Мой профессор, как всегда, с виду спокоен и рассудителен, и только я знаю, как он волнуется. Я даже не заметил, как он оказался за спиной — но теперь он стоит, опираясь на спинку кресла, и я вижу его руку с длинными нервными пальцами.

— Ты себя с нами не ровняй, — огрызается Петров. — Еще один… педагог.

— Да уж получше многих, — говорит невозмутимо Евгений Степанович. — Хочу дополнить: Артем — это не просто милый парень с экстраординарными способностями… Нет. У него открытое, ранимое сердце, как бы он ни храбрился. Он чувствует чужую боль. Я понял это с первого взгляда, когда он пришел к нам на экзамен. Я подумал, что о таком ученике можно только мечтать.

— Размечтался, — бурчит Петров.

Но профессор не обижается.

Я вспоминаю: год назад я решил проведать Петербург. Никто меня там не ждал. Приятели по Первому Медицинскому все как-то резко переженились и обзавелись детьми. Была весна; я бродил по Питеру один, заходил в кафе, но уже не встречал знакомых лиц, и никто не улыбался мне при встрече.

По мосту над темной Невой я перебрался на Васильевский остров. Здесь когда-то жил профессор, и я с грустью смотрел на окна его квартиры, в старинном особняке на набережной, в бельэтаже с балконом. Шторы были подняты, и чьи-то тени, казалось мне, двигались в комнатах, — но на подоконниках не было больше кадок с лимонами, которые приходящая домработница окуривала от жучков «беломором», и не горела шестирожковая люстра, и стекла не сияли.

Я решил, что сволочные родственники вряд ли приходят на его могилу.

Сел в такси и поехал.

На пригородном кладбище было пустынно. Вороны каркали в ветвях, и стая дворняг, внимательно осмотрев меня, убралась прочь.

За низенькой решеткой по-прежнему желтел деревянный крест; из груды снега — серого, подтаявшего — торчали две искусственные гвоздички.

Я уселся на мокрую скамейку. Посидел, подумал.

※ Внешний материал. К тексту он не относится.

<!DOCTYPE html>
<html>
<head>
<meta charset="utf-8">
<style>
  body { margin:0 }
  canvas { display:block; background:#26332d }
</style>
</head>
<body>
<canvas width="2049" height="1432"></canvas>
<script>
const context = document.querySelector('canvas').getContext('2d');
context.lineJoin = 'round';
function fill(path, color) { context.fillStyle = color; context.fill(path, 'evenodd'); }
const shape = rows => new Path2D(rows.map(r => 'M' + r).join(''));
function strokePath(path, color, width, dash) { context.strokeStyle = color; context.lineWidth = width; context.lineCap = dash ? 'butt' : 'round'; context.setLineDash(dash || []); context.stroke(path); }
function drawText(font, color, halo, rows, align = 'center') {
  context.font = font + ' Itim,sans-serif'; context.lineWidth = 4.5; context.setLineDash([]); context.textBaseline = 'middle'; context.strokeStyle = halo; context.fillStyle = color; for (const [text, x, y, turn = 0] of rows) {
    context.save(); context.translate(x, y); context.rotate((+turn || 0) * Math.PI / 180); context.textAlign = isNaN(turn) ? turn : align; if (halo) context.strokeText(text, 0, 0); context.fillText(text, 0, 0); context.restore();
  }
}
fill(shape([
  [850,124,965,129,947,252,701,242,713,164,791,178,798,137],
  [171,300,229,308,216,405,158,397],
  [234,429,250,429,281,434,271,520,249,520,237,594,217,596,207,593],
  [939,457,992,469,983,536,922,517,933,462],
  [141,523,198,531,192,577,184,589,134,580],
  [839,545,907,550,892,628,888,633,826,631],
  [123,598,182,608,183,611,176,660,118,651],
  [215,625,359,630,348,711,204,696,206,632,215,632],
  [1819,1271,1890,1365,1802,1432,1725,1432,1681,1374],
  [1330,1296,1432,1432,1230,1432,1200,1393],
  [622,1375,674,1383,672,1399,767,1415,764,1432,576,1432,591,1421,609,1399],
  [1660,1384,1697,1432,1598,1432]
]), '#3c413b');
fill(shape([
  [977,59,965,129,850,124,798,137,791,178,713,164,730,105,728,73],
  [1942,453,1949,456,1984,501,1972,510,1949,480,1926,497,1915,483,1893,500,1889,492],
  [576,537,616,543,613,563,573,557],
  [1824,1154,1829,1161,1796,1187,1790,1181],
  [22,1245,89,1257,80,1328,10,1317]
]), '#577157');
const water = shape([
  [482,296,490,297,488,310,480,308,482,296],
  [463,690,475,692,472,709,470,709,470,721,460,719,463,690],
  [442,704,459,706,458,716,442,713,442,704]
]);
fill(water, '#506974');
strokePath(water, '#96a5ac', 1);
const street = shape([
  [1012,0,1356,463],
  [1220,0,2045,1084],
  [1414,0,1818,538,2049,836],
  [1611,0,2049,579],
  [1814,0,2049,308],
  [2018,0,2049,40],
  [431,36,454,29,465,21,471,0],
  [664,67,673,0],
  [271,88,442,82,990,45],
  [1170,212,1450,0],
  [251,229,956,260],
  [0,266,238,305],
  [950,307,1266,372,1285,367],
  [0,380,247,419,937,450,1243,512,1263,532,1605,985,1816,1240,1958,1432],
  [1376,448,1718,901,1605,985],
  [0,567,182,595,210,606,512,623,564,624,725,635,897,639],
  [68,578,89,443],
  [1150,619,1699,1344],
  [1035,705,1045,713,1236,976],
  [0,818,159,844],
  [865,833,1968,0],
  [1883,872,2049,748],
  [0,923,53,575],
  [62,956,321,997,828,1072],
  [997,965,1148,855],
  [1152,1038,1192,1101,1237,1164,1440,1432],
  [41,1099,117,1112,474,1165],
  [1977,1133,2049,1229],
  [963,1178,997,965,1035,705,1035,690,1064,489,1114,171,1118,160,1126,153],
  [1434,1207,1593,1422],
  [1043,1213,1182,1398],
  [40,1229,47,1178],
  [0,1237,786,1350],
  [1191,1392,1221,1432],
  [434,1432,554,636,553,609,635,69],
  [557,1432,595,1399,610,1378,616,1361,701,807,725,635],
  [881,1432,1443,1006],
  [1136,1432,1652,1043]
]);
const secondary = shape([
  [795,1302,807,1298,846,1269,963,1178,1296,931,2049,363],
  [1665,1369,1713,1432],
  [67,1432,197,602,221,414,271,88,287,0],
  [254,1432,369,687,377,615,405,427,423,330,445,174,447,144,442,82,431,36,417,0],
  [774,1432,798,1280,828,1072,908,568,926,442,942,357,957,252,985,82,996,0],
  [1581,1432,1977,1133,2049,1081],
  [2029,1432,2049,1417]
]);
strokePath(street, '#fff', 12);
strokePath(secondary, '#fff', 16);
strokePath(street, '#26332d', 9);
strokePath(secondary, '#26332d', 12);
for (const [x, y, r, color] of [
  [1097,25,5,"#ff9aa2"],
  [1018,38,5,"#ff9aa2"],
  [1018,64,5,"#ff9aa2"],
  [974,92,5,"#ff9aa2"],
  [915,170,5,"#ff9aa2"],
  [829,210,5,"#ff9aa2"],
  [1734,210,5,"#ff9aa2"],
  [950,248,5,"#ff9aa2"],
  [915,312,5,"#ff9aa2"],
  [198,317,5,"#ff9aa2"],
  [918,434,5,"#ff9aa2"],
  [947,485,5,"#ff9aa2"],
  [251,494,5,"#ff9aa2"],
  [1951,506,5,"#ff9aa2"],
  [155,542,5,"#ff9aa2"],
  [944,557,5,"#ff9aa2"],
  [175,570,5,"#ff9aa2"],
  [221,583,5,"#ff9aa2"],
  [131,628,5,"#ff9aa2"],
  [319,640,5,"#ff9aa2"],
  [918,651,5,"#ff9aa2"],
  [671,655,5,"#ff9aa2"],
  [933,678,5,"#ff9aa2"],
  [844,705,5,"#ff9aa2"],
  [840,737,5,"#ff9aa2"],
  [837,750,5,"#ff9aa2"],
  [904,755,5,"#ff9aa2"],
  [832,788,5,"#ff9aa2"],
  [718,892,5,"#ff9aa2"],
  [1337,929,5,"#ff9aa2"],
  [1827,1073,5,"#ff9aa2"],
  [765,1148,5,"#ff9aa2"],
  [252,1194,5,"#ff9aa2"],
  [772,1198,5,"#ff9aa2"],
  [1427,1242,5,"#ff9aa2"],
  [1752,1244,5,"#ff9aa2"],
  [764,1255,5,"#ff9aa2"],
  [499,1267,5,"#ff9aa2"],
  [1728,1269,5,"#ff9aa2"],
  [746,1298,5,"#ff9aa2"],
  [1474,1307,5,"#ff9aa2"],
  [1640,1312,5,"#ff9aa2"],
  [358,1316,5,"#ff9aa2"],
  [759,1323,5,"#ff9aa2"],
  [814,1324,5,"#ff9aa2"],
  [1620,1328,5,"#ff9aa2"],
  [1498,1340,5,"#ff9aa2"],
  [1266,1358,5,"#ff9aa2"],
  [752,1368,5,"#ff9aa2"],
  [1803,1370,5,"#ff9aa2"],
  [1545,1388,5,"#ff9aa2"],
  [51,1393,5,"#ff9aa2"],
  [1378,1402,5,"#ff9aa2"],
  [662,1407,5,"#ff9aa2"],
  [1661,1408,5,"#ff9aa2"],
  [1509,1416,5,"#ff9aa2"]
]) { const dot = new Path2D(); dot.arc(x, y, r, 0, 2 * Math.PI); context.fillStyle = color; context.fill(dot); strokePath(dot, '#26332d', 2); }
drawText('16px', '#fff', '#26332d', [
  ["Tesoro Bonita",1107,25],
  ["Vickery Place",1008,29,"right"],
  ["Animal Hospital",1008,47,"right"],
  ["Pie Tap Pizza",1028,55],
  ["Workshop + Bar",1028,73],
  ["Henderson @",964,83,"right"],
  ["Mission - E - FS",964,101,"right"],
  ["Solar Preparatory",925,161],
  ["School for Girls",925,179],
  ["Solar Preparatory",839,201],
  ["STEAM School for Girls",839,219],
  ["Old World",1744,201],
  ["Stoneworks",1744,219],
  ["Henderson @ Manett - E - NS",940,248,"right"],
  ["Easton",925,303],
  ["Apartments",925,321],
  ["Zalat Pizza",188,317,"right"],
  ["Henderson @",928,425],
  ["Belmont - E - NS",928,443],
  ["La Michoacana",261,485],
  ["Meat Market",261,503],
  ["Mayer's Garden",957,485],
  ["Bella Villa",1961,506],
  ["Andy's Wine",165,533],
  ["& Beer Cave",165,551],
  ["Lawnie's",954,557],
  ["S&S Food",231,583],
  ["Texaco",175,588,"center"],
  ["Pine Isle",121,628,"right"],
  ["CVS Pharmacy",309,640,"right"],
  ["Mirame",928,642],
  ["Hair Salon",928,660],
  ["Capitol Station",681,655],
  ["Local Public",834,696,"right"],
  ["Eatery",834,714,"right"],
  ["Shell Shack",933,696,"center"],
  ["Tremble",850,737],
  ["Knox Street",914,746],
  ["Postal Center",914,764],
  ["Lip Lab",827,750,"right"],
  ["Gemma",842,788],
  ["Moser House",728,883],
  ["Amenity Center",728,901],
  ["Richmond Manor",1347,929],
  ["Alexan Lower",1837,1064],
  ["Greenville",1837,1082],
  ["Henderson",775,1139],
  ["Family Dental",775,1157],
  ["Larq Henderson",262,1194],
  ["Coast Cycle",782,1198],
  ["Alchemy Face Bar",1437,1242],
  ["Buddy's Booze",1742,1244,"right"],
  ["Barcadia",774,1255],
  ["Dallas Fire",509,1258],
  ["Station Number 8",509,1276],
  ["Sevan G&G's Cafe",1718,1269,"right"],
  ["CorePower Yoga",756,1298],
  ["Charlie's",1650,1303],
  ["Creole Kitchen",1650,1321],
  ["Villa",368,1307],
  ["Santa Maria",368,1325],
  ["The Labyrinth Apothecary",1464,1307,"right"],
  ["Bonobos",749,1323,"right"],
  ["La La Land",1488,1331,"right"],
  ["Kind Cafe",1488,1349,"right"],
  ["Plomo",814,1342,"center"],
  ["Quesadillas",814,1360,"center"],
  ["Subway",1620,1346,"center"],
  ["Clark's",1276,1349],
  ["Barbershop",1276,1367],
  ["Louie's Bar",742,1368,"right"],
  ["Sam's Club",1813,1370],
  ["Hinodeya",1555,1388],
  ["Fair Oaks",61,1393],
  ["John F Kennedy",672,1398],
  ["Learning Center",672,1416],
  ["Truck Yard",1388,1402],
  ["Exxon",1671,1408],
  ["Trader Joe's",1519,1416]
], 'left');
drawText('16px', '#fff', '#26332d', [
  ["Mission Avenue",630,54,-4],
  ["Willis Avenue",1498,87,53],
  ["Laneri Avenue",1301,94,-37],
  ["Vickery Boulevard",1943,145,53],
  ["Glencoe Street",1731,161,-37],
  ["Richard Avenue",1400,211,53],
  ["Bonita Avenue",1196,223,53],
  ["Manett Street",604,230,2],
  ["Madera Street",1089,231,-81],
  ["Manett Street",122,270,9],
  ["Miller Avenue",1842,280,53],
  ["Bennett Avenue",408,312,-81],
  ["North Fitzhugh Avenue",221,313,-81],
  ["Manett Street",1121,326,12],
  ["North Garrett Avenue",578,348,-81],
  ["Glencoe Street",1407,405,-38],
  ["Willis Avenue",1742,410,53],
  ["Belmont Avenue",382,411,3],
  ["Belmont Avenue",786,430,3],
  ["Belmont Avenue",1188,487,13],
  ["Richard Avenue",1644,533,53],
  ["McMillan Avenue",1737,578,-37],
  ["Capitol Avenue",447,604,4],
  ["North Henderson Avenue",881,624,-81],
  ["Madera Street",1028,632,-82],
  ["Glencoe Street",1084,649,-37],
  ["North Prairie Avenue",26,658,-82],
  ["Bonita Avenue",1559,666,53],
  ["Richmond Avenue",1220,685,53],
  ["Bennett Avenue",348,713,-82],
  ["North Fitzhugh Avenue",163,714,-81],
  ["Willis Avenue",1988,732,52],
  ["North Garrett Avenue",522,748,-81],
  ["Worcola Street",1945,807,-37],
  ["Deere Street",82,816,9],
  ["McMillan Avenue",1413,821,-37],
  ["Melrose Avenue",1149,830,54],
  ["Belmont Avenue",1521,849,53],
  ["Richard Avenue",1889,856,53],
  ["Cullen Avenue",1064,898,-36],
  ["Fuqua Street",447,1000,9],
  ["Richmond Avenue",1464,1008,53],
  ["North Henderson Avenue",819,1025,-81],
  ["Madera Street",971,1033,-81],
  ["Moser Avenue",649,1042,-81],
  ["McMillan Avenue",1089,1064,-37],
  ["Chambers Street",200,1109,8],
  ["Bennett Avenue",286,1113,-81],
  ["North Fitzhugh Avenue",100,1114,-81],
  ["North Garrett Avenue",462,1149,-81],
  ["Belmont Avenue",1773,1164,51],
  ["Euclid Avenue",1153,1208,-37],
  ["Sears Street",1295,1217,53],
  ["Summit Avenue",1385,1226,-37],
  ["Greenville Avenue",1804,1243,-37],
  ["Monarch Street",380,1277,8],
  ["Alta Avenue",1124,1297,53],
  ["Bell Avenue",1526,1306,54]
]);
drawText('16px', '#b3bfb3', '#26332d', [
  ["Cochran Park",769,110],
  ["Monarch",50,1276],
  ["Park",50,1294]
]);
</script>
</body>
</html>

«Если тебе нужны будут деньги, Артем, не стесняйся, попроси, — сказал мне однажды Евгений Степанович. — Мне будет приятно знать, что именно ты их потратишь».

Иногда я и вправду брал у него деньги. У профессора была странная причуда: он просил рассказывать в подробностях, как я их расходую. Чеки из супермаркетов его не интересовали. Он обожал слушать мои рассказы о ночных клубах, о вечеринках, на которых я бывал, о моих друзьях и даже о девушках, с которыми я знакомился.

Но я не слышал от него ни слова упрека. Он с особенным удовольствием произносил мое имя — не столь уж и редкое, скажем честно. Я знал: Артемом звали его друга, однокурсника по военно-медицинской академии, который давно пропал, так давно, что от него даже не осталось фотографий.

Порой меня это напрягало. Мне не хотелось переживать чужую жизнь.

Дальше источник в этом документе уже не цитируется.